Dataset entries
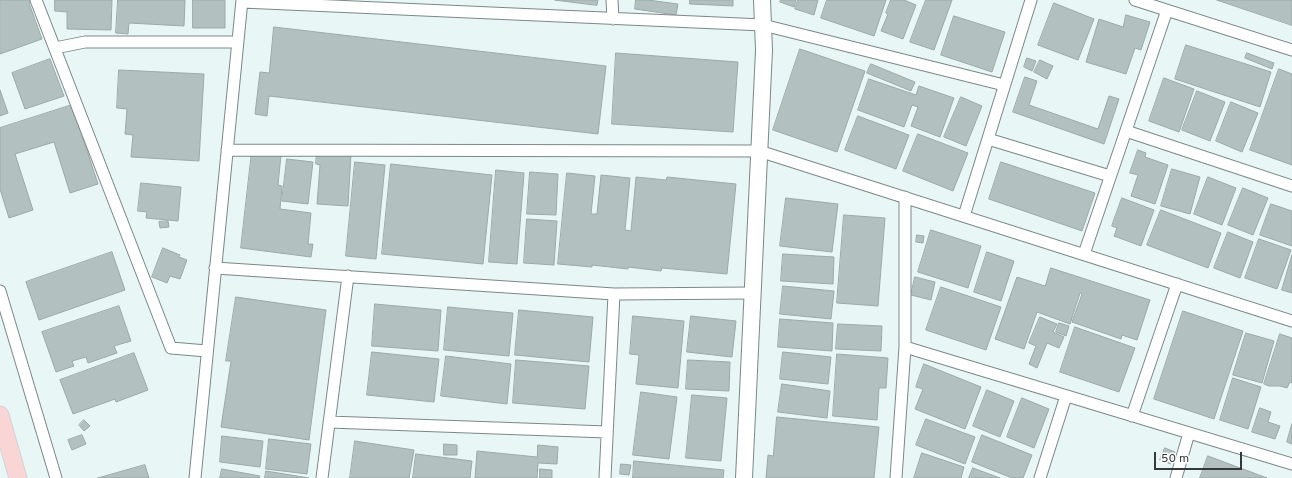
<!DOCTYPE html>
<html>
<head>
<meta charset="utf-8">
<style>
	body { margin:0 }
	#map { position:relative; width:1292px; height:478px; overflow:hidden; background:#e8f7f6; font-family:Overpass,sans-serif }
	canvas { display:block }
	.scale { position:absolute; left:1154px; top:452px; width:88px; height:18px; box-sizing:border-box; border:2px solid #343a3a; border-top:0; padding-left:5px; font-size:12px; line-height:14px; white-space:nowrap; color:#343a3a; -webkit-text-stroke:3px #fff; paint-order:stroke }
</style>
</head>
<body>
<div id="map">
<canvas width="1292" height="478"></canvas>
<div class="scale">50 m</div>
</div>
<script>
const context = document.querySelector('canvas').getContext('2d');
context.lineJoin = 'round';
function paint(path, color) { context.fillStyle = color; context.fill(path, 'evenodd'); }
function trace(path, color, width, dash) { context.strokeStyle = color; context.lineWidth = width; context.lineCap = dash ? 'butt' : 'round'; context.setLineDash(dash || []); context.stroke(path); }
const building = new Path2D(`
	M0 0H34V1L29 3 42 39 0 54Z
	M55 0H112L111 30 67 29V12L55 11Z
	M118 0H185L184 26 129 23 128 34 116 33Z
	M193 0H225V28H193Z
	M555 0H598L597 5Z
	M636 0H648L678 4 676 15 635 9Z
	M690 0H733V6L690 4Z
	M781 0H796L794 7 780 2Z
	M798 0H818L814 15 795 9Z
	M827 0H886L874 36 821 18Z
	M891 0H904L916 5 903 39 881 31 888 14 886 13Z
	M926 0H952L934 50 910 42Z
	M1217 0H1292V25Z
	M1054 3 1094 19 1078 60 1038 45Z
	M1126 15 1150 22 1141 50 1135 48 1126 74 1086 62 1099 19 1123 27Z
	M954 16 1005 32 992 72 941 55Z
	M274 27 606 66 598 134 269 96 267 116 255 114 260 72 269 73Z
	M1186 45 1271 72 1260 107 1175 79Z
	M800 49 865 71 837 152 773 130Z
	M616 53 738 62 733 132 612 124Z
	M1247 53 1274 63 1272 69 1245 58Z
	M1027 58 1036 61 1032 71 1024 67Z
	M50 59 64 96 25 109 12 73Z
	M1040 60 1053 66 1047 79 1034 72Z
	M871 64 915 82 911 91 867 73Z
	M1279 69 1292 74V165L1250 150Z
	M119 70 204 74 199 161 131 157 133 135 125 134 127 109 117 108Z
	M1025 77 1037 81 1029 105 1098 129 1109 96 1119 99 1104 144 1013 112Z
	M1164 78 1194 89 1179 132 1149 121Z
	M869 79 916 95 919 86 954 98 940 137 911 126 918 107 912 105 904 127 858 110Z
	M0 90 8 113 0 116Z
	M1197 91 1225 102 1210 141 1182 130Z
	M961 97 982 106 966 146 944 137Z
	M1231 102 1258 113 1242 152 1216 141Z
	M72 105 98 184 70 193 54 142 15 154 33 210 9 218 0 189V128Z
	M858 116 909 135 896 169 845 150Z
	M918 134 968 153 953 191 903 171Z
	M1138 150 1146 153 1145 157 1168 165 1155 204 1131 196 1138 175 1130 173Z
	M252 151 281 155 278 185 282 186 280 209 311 213 308 244H313L311 257 241 248Z
	M317 151 351 154 348 206 317 204 320 165 316 164Z
	M287 159 313 162 308 204 282 201Z
	M355 162 385 165 376 259 346 256Z
	M1001 162 1095 193 1082 231 989 199Z
	M391 164 492 175 483 264 382 254Z
	M1172 169 1200 177 1190 214 1161 206Z
	M496 170 524 173 517 264 489 262Z
	M530 172 558 174 556 215 527 214Z
	M567 173 595 176 591 214H597L601 175 630 178 625 230 631 231 636 177 666 180 667 177 736 184 727 274 662 268 661 271 628 267V269L592 265V267L558 264Z
	M1208 177 1236 188 1222 225 1194 214Z
	M141 183 181 187 178 221 146 218 147 212 138 211Z
	M1243 188 1268 198 1253 235 1228 225Z
	M786 198 838 204 832 252 780 246Z
	M1122 198 1154 210 1141 246 1114 236 1117 228 1112 226Z
	M1271 204 1292 211V246L1260 235Z
	M1161 210 1221 233 1208 268 1147 245Z
	M844 215 885 218 878 306 837 303Z
	M527 219 557 221 554 265 524 263Z
	M168 221 169 227 160 228 159 222Z
	M931 230 981 246 968 288 918 272Z
	M1228 232 1253 242 1240 278 1214 268Z
	M917 235 924 236 923 243 916 242Z
	M1259 239 1291 250 1277 289 1245 278Z
	M163 248 180 255 179 257 187 260 180 279 170 276 167 283 152 277Z
	M112 252 125 290 39 320 26 282Z
	M987 252 1014 261 1001 301 974 292Z
	M783 254 834 257 833 284 781 281Z
	M1292 255V293L1282 290Z
	M1051 268 1150 300 1137 340 1122 335 1121 339 1072 322 1082 294 1080 293 1070 324 1037 312 1024 349 995 339 1017 277 1045 286Z
	M915 277 935 282 931 300 911 295Z
	M783 286 834 291 831 319 780 314Z
	M941 287 1001 307 986 350 926 330Z
	M236 297 326 310 309 440 221 427 231 361H226Z
	M375 304 441 310 438 351 372 346Z
	M119 306 131 341 114 346 117 353 88 363 86 357 72 361 74 366 56 372 42 332Z
	M448 307 513 313 509 356 444 350Z
	M519 310 593 317 589 362 515 355Z
	M1183 311 1243 331 1214 419 1154 399Z
	M633 316 684 321 678 388 636 384 639 355 630 354Z
	M691 316 736 321 732 357 687 352Z
	M1040 317 1057 324 1053 332 1064 337 1059 348 1047 343 1037 368 1029 364 1036 346 1029 343Z
	M780 319 833 323 832 351 778 347Z
	M1059 323 1069 326 1066 336 1056 332Z
	M838 324 882 326 881 351 836 349Z
	M1075 327 1135 348 1119 392 1060 372Z
	M1246 333 1274 341 1262 383 1233 375Z
	M1280 334 1292 338V383L1290 382 1287 388 1280 386H1269L1264 384Z
	M372 352 439 359 434 402 367 395Z
	M783 352 831 357 828 384 780 379Z
	M134 353 148 390 116 402 115 399 73 414 60 380Z
	M837 354 888 358 886 388H879L877 420 833 416Z
	M446 356 511 364 507 404 441 396Z
	M516 360 589 366 585 409 513 403Z
	M688 360 730 362 729 391 686 389Z
	M924 364 981 387 965 429 915 409 923 389 916 387Z
	M1233 378 1261 387 1248 429 1220 420Z
	M782 384 830 391 827 418 778 412Z
	M987 390 1014 401 1000 437 973 426Z
	M641 392 677 397 669 459 633 455Z
	M692 395 727 398 721 461 686 458Z
	M1022 398 1049 409 1034 448 1007 437Z
	M1260 408 1271 412 1268 422 1280 426 1275 439 1252 432Z
	M777 417 879 427 874 478H766L768 455 773 456Z
	M926 419 975 437 965 464 916 445Z
	M84 420 90 426 84 431 79 425Z
	M1292 424V444L1287 442Z
	M82 435 86 444 72 450 68 440Z
	M982 435 1032 455 1023 478H1012L972 462Z
	M222 436 263 441 260 467 220 462Z
	M269 439 311 444 307 474 266 469Z
	M355 441 414 450 409 478H350Z
	M444 444 457 445V455H444Z
	M538 445 558 447 557 464 538 463 537 478H475L477 451 537 457Z
	M1165 448 1175 452 1171 464 1160 460Z
	M922 453 964 467 961 478H914Z
	M416 454 472 461 470 478H413Z
	M1208 456 1267 478H1200Z
	M634 461 724 470 723 478H633Z
	M621 464 631 465 629 475 620 474Z
	M145 465 149 478H98Z
	M973 468 1000 478H969Z
	M222 469 260 476 259 478H220Z
	M540 469 552 470V478H540Z
	M266 471 309 478H265Z`);
paint(building, '#b2c0bf');
trace(building, '#9ca9a9', 1);
const street = new Path2D(`
	M36 0 171 348 207 351
	M612 0 613 19
	M1135 0 1292 50
	M242 2 763 25 1004 85
	M55 48 85 42H237
	M1126 131 1292 186
	M988 139 1110 176
	M227 150 759 151 1292 321
	M964 216 1031 0
	M1084 254 1167 10
	M215 268 614 294 752 293
	M0 291 56 478
	M905 347 1292 464
	M1132 416 1177 284
	M329 422 607 432
	M195 478 242 0
	M322 478 348 276
	M605 478 614 294
	M896 478 905 347V197
	M1040 478 1066 396
	M1176 478 1189 433`);
const secondary = new Path2D(`
	M744 478 764 50 762 0`);
const primary = new Path2D(`
	M0 415 18 478`);
trace(street, '#7b8887', 13);
trace(secondary, '#7b8887', 18);
trace(primary, '#d2d4d4', 19);
trace(street, '#fff', 11);
trace(secondary, '#fff', 16);
trace(primary, '#fad5d6', 17);
</script>
</body>
</html>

§ **Problem details**
Look through the data above and return exactly the lines from the one that contains "M636 0H648L678 4 676 15 635 9Z" to the one that contains "M954 16 1005 32 992 72 941 55Z", inclusive, with nothing else.

§ **Your solution**
	M636 0H648L678 4 676 15 635 9Z
	M690 0H733V6L690 4Z
	M781 0H796L794 7 780 2Z
	M798 0H818L814 15 795 9Z
	M827 0H886L874 36 821 18Z
	M891 0H904L916 5 903 39 881 31 888 14 886 13Z
	M926 0H952L934 50 910 42Z
	M1217 0H1292V25Z
	M1054 3 1094 19 1078 60 1038 45Z
	M1126 15 1150 22 1141 50 1135 48 1126 74 1086 62 1099 19 1123 27Z
	M954 16 1005 32 992 72 941 55Z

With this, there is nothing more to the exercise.